Postgres: A very common relational database that has become the de facto standard for open-source SQL in many organizations.
How Do You Visualize Osquery Data at Scale?
How do you see what matters in the data that you have collected?
Once you have all this rich endpoint data from osquery, what do you do with it? Data visualization is important to both understand the scope of what osquery can provide, to see trends that can be derived from osquery data, and also to attempt to look through this data for anomalies and information to support incident investigations or hunting. Without being able to make sense of the data, even very rich data is useless.
The solutions here are some of the open source options available, but many organizations will end up eventually building their own customization using these, and/or some combination of their existing visualization solutions.
Kibana: The most commonly used open-source data visualization tool for osquery builds. Part of the ELK stack, a natural fit for teams already using Logstash and Elasticsearch. Kibana has a domain-specific language that allows you to write a variety of queries that cut down on the data displayed, segregate what matters for a given use case, and allows for rough pivots on some types of data.
Grafana: More suited for trending data over time. Another package that allows you to build visualizations off of queries derived from a data store.
Apache Zeppelin and Spark: Analysis notebooks that allow you to create queries in a graphical notebook format. This allows for metadata and formatting to be placed around the data output, and in many cases, the queries can be exported in a portable format, with or without the data, to share with others. These tools are not as easy to use for time-based queries as Kibana, but they allow more ways to approach the data for analysis.

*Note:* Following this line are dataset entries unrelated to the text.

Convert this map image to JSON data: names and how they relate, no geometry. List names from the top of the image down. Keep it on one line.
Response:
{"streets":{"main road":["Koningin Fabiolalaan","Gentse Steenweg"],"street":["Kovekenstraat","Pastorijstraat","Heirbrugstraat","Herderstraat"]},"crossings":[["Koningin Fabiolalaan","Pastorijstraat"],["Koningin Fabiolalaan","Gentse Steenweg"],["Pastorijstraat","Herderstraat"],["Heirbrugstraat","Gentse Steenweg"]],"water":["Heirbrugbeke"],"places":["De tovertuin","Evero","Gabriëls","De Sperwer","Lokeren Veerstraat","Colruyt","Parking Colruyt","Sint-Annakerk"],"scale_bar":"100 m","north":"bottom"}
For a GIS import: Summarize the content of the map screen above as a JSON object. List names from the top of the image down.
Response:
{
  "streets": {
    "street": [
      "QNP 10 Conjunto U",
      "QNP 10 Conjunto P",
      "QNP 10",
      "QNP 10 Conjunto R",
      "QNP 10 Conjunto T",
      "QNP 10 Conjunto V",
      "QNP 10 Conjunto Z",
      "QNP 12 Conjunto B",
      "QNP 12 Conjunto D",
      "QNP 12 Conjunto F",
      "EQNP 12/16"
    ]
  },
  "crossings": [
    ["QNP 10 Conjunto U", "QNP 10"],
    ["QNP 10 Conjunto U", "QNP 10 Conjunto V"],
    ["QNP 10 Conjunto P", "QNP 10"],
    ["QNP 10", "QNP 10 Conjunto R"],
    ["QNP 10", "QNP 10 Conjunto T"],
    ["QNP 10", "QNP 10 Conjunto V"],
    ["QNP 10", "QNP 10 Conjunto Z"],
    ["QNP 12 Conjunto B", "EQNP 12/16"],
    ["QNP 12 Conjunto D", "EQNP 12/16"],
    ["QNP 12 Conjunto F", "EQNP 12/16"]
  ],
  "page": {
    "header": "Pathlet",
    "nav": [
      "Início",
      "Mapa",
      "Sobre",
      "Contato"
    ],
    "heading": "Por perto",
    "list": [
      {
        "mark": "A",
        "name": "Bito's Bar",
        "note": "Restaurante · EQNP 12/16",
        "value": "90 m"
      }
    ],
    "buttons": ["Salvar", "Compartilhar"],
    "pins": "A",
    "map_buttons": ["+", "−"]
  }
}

Don’t forget, successful deployment requires people plus process plus technology. While we’ve provided suggestions about the open source technology you can use to deploy osquery at scale, you will still have to determine which align best with your organization's inclinations, existing processes, and resources. In many cases, the path of least resistance is to use whatever your administrators already have in place and build on top of that, or adopt tools that fit your technical team's talents and skill sets.
Related osquery resources:
Frequently Asked Questions (FAQ)
What does “osquery at scale” mean?
Osquery at scale refers to deploying, managing, and analyzing osquery data across large numbers of endpoints, often thousands or more, while maintaining performance, reliability, and centralized visibility.
Do I need a fleet manager to run osquery at scale?
While it is technically possible to manage osquery through configuration and log shipping alone, most large deployments rely on an osquery fleet manager to simplify endpoint management, scheduling, and remote querying.
Which open source tools are commonly used with osquery?
Common tools include configuration managers like Chef or Ansible, fleet managers such as Fleet or Zentral, transport systems like TLS servers or Kafka, storage platforms such as Elasticsearch or Postgres, and visualization tools like Kibana or Grafana.
How is osquery data typically transported and stored?
Data is usually sent from endpoints to a management layer using TLS, then forwarded to backend systems using tools like Logstash or Kafka. Storage can be handled by relational databases or unstructured data stores, depending on scale and use case.
Can osquery data be used for historical investigations?
Yes. When stored properly, osquery data enables historical analysis, incident investigation, and threat hunting by allowing teams to query past system states and events.
Is an open source osquery deployment suitable for enterprise environments?
Open source tools can support enterprise-scale osquery deployments, but success depends on proper architecture, operational expertise, and ongoing maintenance to ensure reliability and performance.